Box plots of measurements showing normal variability in studies with different durations of 2 weeks (2w, 2 studies, n = 40), 4 weeks (4w, 3 studies, n = 60), and 13 or 16 weeks (13/16w, 2 studies, n = 52). Asterisk (*) marks a significant difference with
Discussion
Immunohistochemistry-Free Compartment Segmentation in Spleens (Objective 1)
The development and validation of a DL model for IHC-free compartment segmentation in rat spleens provides significant assistance for enhanced histopathology assessment. The IHC has traditionally been the gold standard for identifying and characterizing T- and B-cell compartments within lymphoid tissues. However, the DL model presented in this study demonstrates an innovative approach by accurately quantifying relevant spleen compartments directly from H&E slides. The ground truth annotations for training and validation were obtained through a meticulous process involving pathologist-guided annotations of H&E-stained slides with co-registered IHC-stained slides, providing a robust foundation for the DL model development. The sample-sparing restaining procedure (destaining tissue section, then restaining with second staining application) is frequently used in human pathology when biopsies are too small to re-cut for the necessary staining required for diagnosis. In human pathology, tissue restaining has also been used for DL model development for ground truth annotation 11 or virtual staining. 8 Utilization of the IHC as a reference for ground truth annotation allowed us to mitigate subjectivity and develop a reliable DL model.

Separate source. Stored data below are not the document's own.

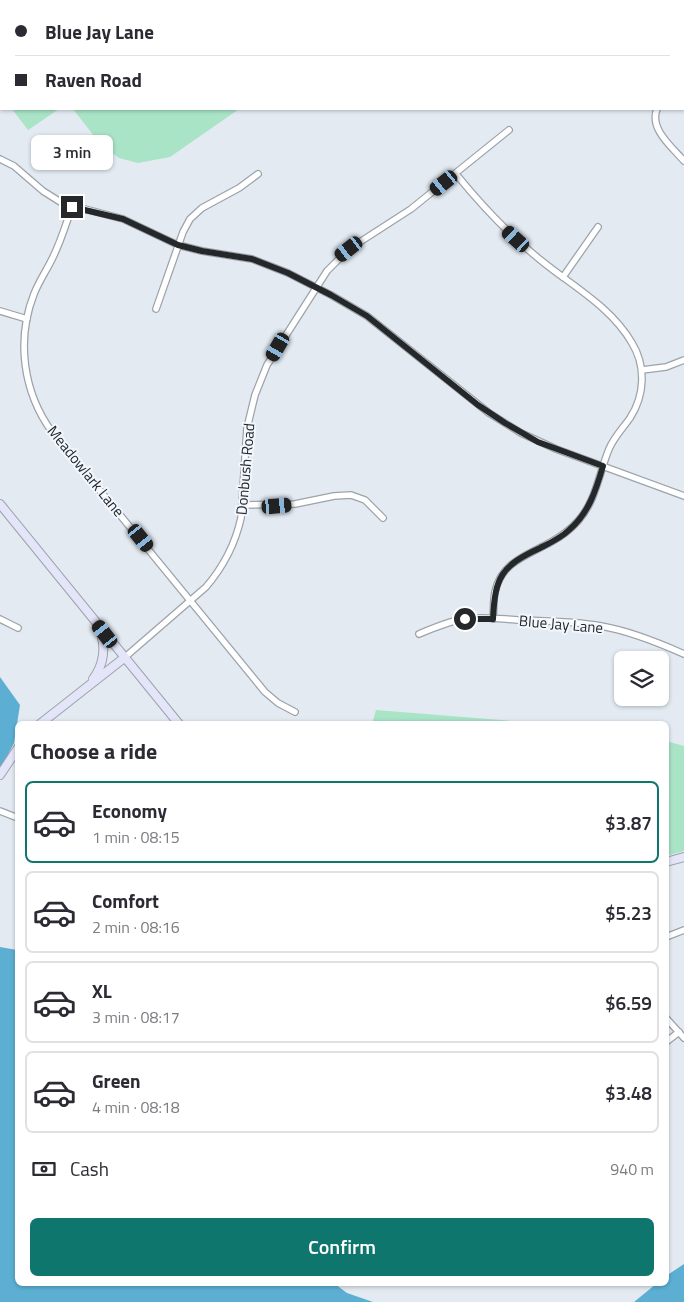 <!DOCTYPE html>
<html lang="en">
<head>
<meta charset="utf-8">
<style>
	:root { --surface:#fff; --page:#f7f7f7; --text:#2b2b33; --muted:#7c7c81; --line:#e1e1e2; --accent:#0f766e }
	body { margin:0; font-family:"Titillium Web",sans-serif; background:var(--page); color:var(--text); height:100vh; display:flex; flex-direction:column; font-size:19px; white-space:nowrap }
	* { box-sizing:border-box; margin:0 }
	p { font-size:16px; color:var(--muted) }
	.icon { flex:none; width:28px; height:28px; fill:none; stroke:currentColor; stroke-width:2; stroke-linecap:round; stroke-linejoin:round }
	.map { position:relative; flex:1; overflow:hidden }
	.drawer { position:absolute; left:15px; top:721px; width:654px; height:565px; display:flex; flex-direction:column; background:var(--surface); border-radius:8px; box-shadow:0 1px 4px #0004 }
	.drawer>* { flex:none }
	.banner { position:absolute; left:0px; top:0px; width:685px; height:110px; box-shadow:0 1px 4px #0004; display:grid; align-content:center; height:110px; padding:0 15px; background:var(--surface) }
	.buttons { position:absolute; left:614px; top:651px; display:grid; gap:10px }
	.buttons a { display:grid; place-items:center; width:55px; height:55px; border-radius:8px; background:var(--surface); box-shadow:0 1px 4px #0004; font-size:25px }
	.end { position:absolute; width:22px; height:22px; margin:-11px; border:6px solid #25282b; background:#fff; box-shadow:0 0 0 2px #fff }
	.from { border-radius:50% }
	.bubble { position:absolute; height:35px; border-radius:8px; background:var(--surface); box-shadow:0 1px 4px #0004; font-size:16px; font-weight:600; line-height:35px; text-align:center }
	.car { position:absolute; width:15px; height:30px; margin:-15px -8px; border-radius:6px; box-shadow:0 0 4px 1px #0007; background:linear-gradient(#222 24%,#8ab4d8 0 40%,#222 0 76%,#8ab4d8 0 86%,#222 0) }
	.banner b { display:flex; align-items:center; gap:18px; height:48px; font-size:19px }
	.banner b+b { border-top:1px solid var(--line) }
	.banner i { width:12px; height:12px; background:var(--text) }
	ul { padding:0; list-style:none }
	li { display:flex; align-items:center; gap:15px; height:82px; margin:0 10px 8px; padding:0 5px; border:2px solid var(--line); border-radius:8px }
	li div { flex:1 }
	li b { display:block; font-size:19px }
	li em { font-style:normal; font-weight:600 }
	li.selected { border-color:var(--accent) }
	li>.icon { width:45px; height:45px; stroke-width:1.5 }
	h2 { padding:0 15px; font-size:22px; line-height:60px }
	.pay { display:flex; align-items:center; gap:12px; height:55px; padding:0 15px; font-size:19px }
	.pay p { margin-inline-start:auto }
	.primary-button { display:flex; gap:10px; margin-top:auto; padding:10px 15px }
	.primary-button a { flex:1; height:58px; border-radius:8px; background:var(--accent); color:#fff; font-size:20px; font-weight:600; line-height:58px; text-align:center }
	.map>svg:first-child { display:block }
</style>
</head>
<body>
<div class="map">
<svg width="684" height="1302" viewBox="0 0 684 1302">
	<rect width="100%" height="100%" fill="#e3eaf2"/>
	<g fill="#a9e4c7">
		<path d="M64 0H190L191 1H62Z"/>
		<path d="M12 109H59L28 130Z"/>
		<path d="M73 109H239L170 157 138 163 119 158 101 145Z"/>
		<path d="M376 710 549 724H372Z"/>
		<path d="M666 741 684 746V851L666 856Z"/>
	</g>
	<g fill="#5cafd3">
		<path d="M0 677 20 705 14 743 0 770Z"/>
		<path d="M0 947 17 950 18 1284H335L347 1293 373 1302H0Z"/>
		<path d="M684 1264V1302H634L656 1284H666V1276Z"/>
	</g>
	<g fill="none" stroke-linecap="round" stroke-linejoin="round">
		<defs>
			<g id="street">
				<path d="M657 109C649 129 672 147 684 161"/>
				<path d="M0 159 14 166 43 191 62 203 123 219 178 245 202 251 252 259 288 273 331 295 367 316 489 413 521 433 556 449 684 496"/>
				<path d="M456 174C482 206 510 236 543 262 574 287 611 307 632 343 646 366 645 395 630 418 623 428 614 437 609 449 599 473 596 501 578 521 570 530 562 536 551 542 528 555 501 562 495 592 493 601 494 610 493 619"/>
				<path d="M72 207C66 224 61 241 53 257 47 270 39 281 34 294 16 340 23 392 52 432L265 692 278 703 295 712"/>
				<path d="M563 277 598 227"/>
				<path d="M156 309 183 232 190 219 202 208 239 188 258 174"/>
				<path d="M0 311 27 319"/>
				<path d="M642 370 666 367 684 360"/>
				<path d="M242 505 295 504 334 496 351 495 365 500 383 518"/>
				<path d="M0 619 18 628"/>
				<path d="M419 634C433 628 447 622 463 619 481 616 501 619 520 620 547 621 574 621 601 626 630 631 657 642 684 654"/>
				<path d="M124 658 206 587C224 566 235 545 241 518L247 428 255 395 267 365 327 271 349 249 411 209 509 130"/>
				<path d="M0 811 18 818"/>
				<path d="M666 937 684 930"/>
				<path d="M666 1018 684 1038"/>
				<path d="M666 1042 679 1032"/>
			</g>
			<g id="secondary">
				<path d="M283 0 284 1"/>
				<path d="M414 1 415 0"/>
				<path d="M0 504 179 724"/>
				<path d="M93 679C104 665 106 646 100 631"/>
				<path d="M40 724 124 658"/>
				<path d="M0 775 18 748"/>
				<path d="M666 862 684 857"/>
			</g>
			<g id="primary">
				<path d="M17 1 18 0"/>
				<path d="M37 1 39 0"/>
				<path d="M0 14 1 13"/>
				<path d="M0 28H1"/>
			</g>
		</defs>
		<use href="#street" stroke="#9da3ab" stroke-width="8"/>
		<use href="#secondary" stroke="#9da3ab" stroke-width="10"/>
		<use href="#primary" stroke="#c6c7c8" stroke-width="11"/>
		<use href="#street" stroke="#fff" stroke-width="5.5"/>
		<use href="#secondary" stroke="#e4e5f9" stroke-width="8"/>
		<use href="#primary" stroke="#cacbf4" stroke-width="9"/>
	</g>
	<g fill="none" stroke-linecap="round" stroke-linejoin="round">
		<path stroke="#25282b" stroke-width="6" d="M72 207 123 219 178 245 202 251 252 259 288 273 331 295 367 316 478 405 505 423 538 442 603 466C596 490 589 513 569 530 561 538 550 543 540 548 501 566 495 577 493 619H465"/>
	</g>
	<g text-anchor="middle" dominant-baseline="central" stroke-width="4" stroke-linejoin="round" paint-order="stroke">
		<g font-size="15" fill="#25282b" stroke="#f2f7fe">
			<text transform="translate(245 469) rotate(-85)">Donbush Road</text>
			<text transform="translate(86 471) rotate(51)">Meadowlark Lane</text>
			<text transform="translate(561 624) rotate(5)">Blue Jay Lane</text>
		</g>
	</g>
</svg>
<div class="buttons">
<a><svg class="icon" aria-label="layers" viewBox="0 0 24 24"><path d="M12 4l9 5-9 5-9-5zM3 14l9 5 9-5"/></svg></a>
</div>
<i class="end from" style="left:465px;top:619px"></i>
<i class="end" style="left:72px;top:207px"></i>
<div class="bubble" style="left:31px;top:135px;width:82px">3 min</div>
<i class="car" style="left:444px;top:183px;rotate:231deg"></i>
<i class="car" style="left:516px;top:239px;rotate:312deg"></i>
<i class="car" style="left:349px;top:249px;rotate:232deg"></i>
<i class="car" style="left:278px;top:347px;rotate:210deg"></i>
<i class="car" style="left:277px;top:506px;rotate:85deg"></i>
<i class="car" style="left:141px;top:538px;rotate:141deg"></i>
<i class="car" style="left:105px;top:634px;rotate:322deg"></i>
<div class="banner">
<b><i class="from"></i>Blue Jay Lane</b>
<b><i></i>Raven Road</b>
</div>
<section class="drawer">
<h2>Choose a ride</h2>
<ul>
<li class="selected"><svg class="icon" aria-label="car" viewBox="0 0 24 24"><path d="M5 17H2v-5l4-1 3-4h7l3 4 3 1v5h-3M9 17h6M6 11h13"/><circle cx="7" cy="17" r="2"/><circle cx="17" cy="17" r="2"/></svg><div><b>Economy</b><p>1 min · 08:15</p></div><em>$3.87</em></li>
<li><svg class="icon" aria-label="car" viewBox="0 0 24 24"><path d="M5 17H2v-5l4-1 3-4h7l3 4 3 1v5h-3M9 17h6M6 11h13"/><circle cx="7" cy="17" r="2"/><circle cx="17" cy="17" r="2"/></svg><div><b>Comfort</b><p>2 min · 08:16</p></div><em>$5.23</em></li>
<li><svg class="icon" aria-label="car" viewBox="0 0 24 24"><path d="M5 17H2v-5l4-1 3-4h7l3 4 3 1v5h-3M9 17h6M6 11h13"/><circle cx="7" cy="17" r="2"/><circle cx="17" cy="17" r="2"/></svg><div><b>XL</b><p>3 min · 08:17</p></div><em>$6.59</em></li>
<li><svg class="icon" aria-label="car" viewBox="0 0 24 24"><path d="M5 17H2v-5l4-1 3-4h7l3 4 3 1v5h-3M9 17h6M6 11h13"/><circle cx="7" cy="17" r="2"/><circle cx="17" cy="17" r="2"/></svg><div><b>Green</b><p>4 min · 08:18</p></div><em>$3.48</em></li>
</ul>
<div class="pay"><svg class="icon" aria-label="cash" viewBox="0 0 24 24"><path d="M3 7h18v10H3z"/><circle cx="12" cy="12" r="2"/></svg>Cash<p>940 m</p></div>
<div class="primary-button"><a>Confirm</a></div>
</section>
</div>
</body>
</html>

The results indicate high DSC in the segmentation of individual splenic compartments, including PALS, follicles, germinal centers, and marginal zones. However, the lower limit for small white pulp areas designated as PALS in our ground truth criteria may cause incorrect identification of these small areas as RP (1.8% error, Table 3). The low error rates in distinguishing between follicles and PALS highlight the reliability of the DL model in segmenting B- and T-cell compartments. Furthermore, the comparison to pathologist annotations without IHC assistance emphasizes the superior performance of the DL model, showcasing its potential as an efficient and accurate tool for routine histopathologic assessments of lymphoid tissues. It was tedious for pathologists to annotate and contemplate the precise boundaries from H&E alone. Considering that these slides were within normal limits, the challenge is greater in abnormal slides when the pathologists must accurately define subtle or complex compartment changes. Often, pathologists score these subregions independently on H&E sections when evaluating for immunotoxicity, and the difficulties in doing this correctly support the utility of our DL model. Qualitatively studying images of the pathologist annotations compared with model segmentation outputs indicated that pathologist errors on H&E mainly occurred due to failure to appropriately categorize a small/oblique section through a follicle (ie, assignment to PALS or MZ class instead) or due to the natural tendency of humans to draw boundaries with smooth, regular contours rather than precise carving between small groups of cells.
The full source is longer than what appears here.